Coraline frowned at him as they continued down the long and winding path to where the bus would ferry them off to school. "First of all, that was nearly two years ago, and the real job was helping me to unpack everything. You know, you should be grateful."
"For what? Wasting a whole day helping you unpack boxes and rearranging everything all over your room twenty different times until most of it ended up back where it started?!"
"Keep talking, Lovat." Coraline growled in anger. "I meant you should be grateful that I let you in so easily. Those weren't just my things, you know. They were...they were my life." She proceeded to walk faster, outpacing him. "My trolls...my best friends, they're the ones who helped me pack all those things. I've known them since I was little. You were just...you're just the only other one around!"
"Oh really?! Well if that's the way you feel, then maybe I shouldn't make myself so available to you! If I'm not really your friend, then why did you let me help you go through all of your precious things?!' Wybie insisted, becoming angry. Getting a tongue lashing from Coraline was normal, but teasing was her primary way of communication. This wasn't her usual teasing. It was more like an attack.

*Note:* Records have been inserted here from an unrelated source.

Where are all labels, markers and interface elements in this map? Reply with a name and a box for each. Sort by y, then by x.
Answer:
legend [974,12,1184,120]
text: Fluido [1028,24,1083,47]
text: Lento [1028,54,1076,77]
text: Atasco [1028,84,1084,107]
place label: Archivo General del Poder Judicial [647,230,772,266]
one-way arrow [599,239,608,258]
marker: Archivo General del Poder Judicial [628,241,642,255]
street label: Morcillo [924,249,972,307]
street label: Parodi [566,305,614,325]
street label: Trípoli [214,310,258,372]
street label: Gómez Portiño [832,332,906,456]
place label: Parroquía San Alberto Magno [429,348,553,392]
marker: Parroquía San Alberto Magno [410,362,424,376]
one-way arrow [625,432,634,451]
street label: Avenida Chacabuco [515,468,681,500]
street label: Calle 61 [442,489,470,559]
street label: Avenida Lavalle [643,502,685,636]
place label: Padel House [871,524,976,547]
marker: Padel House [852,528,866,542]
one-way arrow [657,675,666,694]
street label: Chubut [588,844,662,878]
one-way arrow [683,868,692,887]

Coraline turned her head towards him sharply, a mask of different emotions on her face. "Because you're the only one who believes me!" She yelled at him, then ran off down the path that leads to the road.
Cat stopped walking and looked up at the boy, a disappointed expression on its face. "Good going, Wybourne, really good going." Wybie wasn't certain, but he thought he saw Cat nodding sadly.
Gym class was something that Coraline had come to despise about Ashland. As she had already lamented to Wybie that morning, the official gym outfit was ugly and flattered not even the most attractive of the boys and girls that made up their class. But the worst part by far was being made to endure the hateful attempts at exercise and physical education that Coach Colson heaped upon them. This month, they were doing gymnastics, something that Coraline looked forward to with the same enthusiasm she usually reserved for disgusting vegetables, root canals, menstruation, and her mother's lectures. All of which, of course, were merely trials to be endured. Gymnastics had now officially made it onto that list, somewhere between root canals and menstruation, largely because of all five trials, her mother's lectures were the easiest to overcome--her mother could be tuned out.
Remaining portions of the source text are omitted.